With the exception of the Clermont-Mont-Saint-Jean, the
Beauffremont, the de Scey, and the Gramont families, with a few others
who come only to stay on their estates in the Comte, the aristocracy
of Besancon dates no further back than a couple of centuries, the time
of the conquest by Louis XIV. This little world is essentially of the
_parlement_, and arrogant, stiff, solemn, uncompromising, haughty
beyond all comparison, even with the Court of Vienna, for in this the
nobility of Besancon would put the Viennese drawing-rooms to shame. As
to Victor Hugo, Nodier, Fourier, the glories of the town, they are
never mentioned, no one thinks about them. The marriages in these
families are arranged in the cradle, so rigidly are the greatest
things settled as well as the smallest. No stranger, no intruder, ever
finds his way into one of these houses, and to obtain an introduction
for the colonels or officers of title belonging to the first families
in France when quartered there, requires efforts of diplomacy which
Prince Talleyrand would gladly have mastered to use at a congress.

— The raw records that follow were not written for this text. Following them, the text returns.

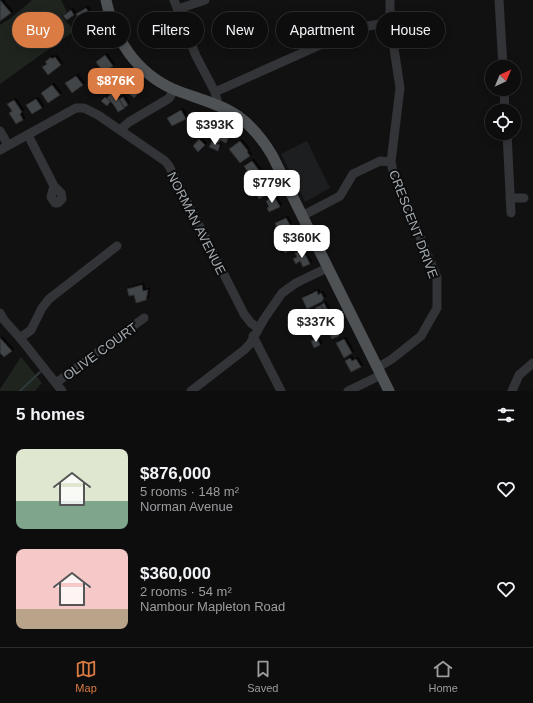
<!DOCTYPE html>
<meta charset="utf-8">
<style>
:root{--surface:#0d0d0e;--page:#1b1b1c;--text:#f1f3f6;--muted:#9a9c9e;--line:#2d2d2e;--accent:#d97b42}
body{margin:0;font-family:Helvetica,sans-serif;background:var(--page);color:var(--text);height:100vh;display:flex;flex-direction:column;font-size:15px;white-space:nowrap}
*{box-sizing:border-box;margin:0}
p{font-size:13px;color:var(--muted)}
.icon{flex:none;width:22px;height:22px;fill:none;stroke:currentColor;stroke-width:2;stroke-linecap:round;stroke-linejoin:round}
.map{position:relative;height:391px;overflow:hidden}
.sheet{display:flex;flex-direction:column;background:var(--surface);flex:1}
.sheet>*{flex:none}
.hud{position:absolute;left:12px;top:12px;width:509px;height:36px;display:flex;gap:8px}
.needle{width:26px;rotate:44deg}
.fabs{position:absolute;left:485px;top:60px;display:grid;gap:8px}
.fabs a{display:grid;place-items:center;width:36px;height:36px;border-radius:50%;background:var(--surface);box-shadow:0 2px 10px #0003,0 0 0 1px var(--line);font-size:20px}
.price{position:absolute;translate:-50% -34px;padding:0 9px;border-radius:8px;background:#fff;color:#222;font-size:13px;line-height:26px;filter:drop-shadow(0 1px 2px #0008)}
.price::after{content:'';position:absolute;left:50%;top:24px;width:12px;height:9px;margin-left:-6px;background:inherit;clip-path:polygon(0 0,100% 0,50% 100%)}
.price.on{background:var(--accent);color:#fff}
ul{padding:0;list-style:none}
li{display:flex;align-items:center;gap:12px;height:100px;padding:0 16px}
li span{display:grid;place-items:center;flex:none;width:112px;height:80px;border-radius:8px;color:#555}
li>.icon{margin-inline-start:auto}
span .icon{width:48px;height:48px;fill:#fffc;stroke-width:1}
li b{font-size:17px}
h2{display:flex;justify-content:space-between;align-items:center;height:48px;padding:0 16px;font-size:17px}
.tag{padding:0 14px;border-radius:18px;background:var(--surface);box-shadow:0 2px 10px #0003,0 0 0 1px var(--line);font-size:14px;line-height:36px}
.tag.on{background:var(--accent);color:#fff}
.menu{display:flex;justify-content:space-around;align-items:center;height:56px;border-top:1px solid var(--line);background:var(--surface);font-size:11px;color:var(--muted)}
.menu a{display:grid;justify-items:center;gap:2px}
.menu .on{color:var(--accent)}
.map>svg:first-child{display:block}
</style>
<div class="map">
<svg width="533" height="391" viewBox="0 0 533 391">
<defs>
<filter id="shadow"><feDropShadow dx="2" dy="-2" stdDeviation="0" flood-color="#0009"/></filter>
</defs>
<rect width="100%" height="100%" fill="#111112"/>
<path fill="#1d1e1f" d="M307,141L330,188L305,202L281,154Z"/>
<path fill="#1f241e" d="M32,0H61L67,12L62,16L74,31L0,84V25L11,18Z
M21,357L42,383L35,391H0V389Z"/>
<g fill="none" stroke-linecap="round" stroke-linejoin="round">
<path stroke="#2e393b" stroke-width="2" d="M20,391L40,372"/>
</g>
<path fill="#434547" stroke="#2b2c2e" filter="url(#shadow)" d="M0,0L11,13L0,21Z
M86,8L90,15L81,21L76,14Z
M71,10L74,15L67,20L63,16Z
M93,31L104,42L97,49L91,43L89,45L84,40Z
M105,55L113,66L103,72L96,62Z
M51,57L52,59L55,57L61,65L48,75L42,67L47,64L45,62Z
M109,75L114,83L97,93L92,85Z
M76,76L83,85L72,93L65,83Z
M136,81L143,87L134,98L126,91Z
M52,85L60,95L48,103L41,93Z
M112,92L119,99L125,108L118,112L113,104L107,98Z
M105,97L111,101L107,106L101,101Z
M123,97L128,105L124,108L119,99Z
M36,99L42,108L32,114L26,105Z
M14,100L22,112L20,114L23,120L16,124L9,113L12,111L7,104Z
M181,110L186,119L172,126L167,118Z
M199,115L205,122L194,132L188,125Z
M217,130L229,137L226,143L220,140L219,143L212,140Z
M199,139L205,145L198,152L193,146Z
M212,141L220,145L218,151L209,147Z
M240,141L248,151L247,152L250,156L240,163L229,149Z
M252,161L261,173L250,180L246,174L248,173L244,166Z
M266,179L272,192L259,199L252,186Z
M272,197L273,199L275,198L280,207L269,212L267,208L269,207L266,201Z
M286,218L290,225L278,231L275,223Z
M289,235L292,239L288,241L290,245L294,243L296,247L285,253L282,248L285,246L281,240Z
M303,250L310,264L303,267L300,261L296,264L293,259L297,257L295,253Z
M142,285L143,291L148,290L146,300L136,303L134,295L129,296L127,289Z
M317,291L318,295L321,293L324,299L322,300L323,301L307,309L302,298Z
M324,303L330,315L327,317L321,305Z
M321,305L327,317L321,320L315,308Z
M318,314L321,320L314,323L311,317Z
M335,323L339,331L337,332L339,336L332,339L326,328Z
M0,338L12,351L4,357L0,353Z
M317,338L320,345L314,348L311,341Z
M344,339L352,353L344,358L336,343Z
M350,358L352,361L356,359L361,367L351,372L345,361Z"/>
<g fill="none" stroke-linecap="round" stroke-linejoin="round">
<path stroke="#333437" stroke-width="9" d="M174,0L196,56L215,92L217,100L215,105
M390,0V22L400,88L391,162
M499,0L503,67
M178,9L205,0
M504,89L505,111
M215,92L358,28L390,22
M120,130L129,122L168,99L170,97L174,89
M0,131L8,145
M507,133L511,213
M28,135L54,186L61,193L62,199L58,203H55L51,197L54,186
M0,150L76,108H84L98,115L165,161L169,166L244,314L251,323L258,328
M510,198H524
M302,216L340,196L353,174L380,161L391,162L393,171L437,278V308L421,336L392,359L377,368
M0,313L4,320L20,338L62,391
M253,336L281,391
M20,338L31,330L42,308L49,299L117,246
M56,383L144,318
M191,391L244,350L250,344L264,319L282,293L296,283L327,268
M348,391L381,375
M512,391L519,375L533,363"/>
<path stroke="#4f5255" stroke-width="11" d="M106,0C113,38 137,73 173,89C195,98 219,103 238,116C253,127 263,140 272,155L389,391"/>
</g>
<g text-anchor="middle" stroke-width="4" stroke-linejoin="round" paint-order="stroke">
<g font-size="13" fill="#a4acb1" stroke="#0c0c0d">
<text transform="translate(197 223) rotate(63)" y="5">NORMAN AVENUE</text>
<text transform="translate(414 224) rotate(69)" y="5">CRESCENT DRIVE</text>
<text transform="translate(100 351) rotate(-36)" y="5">OLIVE COURT</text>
</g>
</g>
</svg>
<div class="fabs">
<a><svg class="needle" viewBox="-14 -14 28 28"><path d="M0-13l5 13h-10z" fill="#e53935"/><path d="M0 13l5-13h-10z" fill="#9a9c9e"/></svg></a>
<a><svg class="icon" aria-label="locate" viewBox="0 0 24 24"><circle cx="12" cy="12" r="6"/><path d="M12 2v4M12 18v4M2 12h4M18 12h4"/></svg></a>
</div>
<b class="price on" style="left:116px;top:102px">$876K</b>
<b class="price" style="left:215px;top:146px">$393K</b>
<b class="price" style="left:272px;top:204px">$779K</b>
<b class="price" style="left:302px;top:259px">$360K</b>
<b class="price" style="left:316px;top:343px">$337K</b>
<div class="hud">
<a class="tag on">Buy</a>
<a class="tag">Rent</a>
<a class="tag">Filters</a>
<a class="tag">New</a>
<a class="tag">Apartment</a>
<a class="tag">House</a>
</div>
</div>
<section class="sheet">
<h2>5 homes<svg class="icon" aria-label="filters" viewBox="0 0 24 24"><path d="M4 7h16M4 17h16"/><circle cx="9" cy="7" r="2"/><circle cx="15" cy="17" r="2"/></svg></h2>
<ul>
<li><span style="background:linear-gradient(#dfe7d0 65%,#7fa58c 0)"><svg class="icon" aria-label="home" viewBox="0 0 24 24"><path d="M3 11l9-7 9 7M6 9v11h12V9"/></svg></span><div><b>$876,000</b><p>5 rooms · 148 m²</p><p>Norman Avenue</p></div><svg class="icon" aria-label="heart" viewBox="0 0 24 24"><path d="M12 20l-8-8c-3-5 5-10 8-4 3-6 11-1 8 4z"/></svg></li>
<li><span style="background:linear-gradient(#f6c9c9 75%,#b9a48a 0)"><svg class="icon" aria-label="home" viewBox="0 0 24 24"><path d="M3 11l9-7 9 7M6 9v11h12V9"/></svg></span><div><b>$360,000</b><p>2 rooms · 54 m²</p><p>Nambour Mapleton Road</p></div><svg class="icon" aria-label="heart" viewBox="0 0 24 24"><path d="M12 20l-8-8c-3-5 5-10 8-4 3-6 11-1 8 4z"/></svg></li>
</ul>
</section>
<nav class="menu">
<a class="on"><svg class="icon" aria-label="map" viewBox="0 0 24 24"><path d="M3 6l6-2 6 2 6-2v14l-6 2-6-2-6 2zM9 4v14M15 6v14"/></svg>Map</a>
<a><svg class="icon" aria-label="saved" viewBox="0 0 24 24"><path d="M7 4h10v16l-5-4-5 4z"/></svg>Saved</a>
<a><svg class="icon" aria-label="home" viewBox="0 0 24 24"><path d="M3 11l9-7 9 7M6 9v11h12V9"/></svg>Home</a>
</nav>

In 1834 Amedee was the only man in Besancon who wore trouser-straps;
this will account for the young man's being regarded as a lion. And a
little anecdote will enable you to understand the city of Besancon.
Some time before the opening of this story, the need arose at the
prefecture for bringing an editor from Paris for the official
newspaper, to enable it to hold its own against the little _Gazette_,
dropped at Besancon by the great _Gazette_, and the _Patriot_, which
frisked in the hands of the Republicans.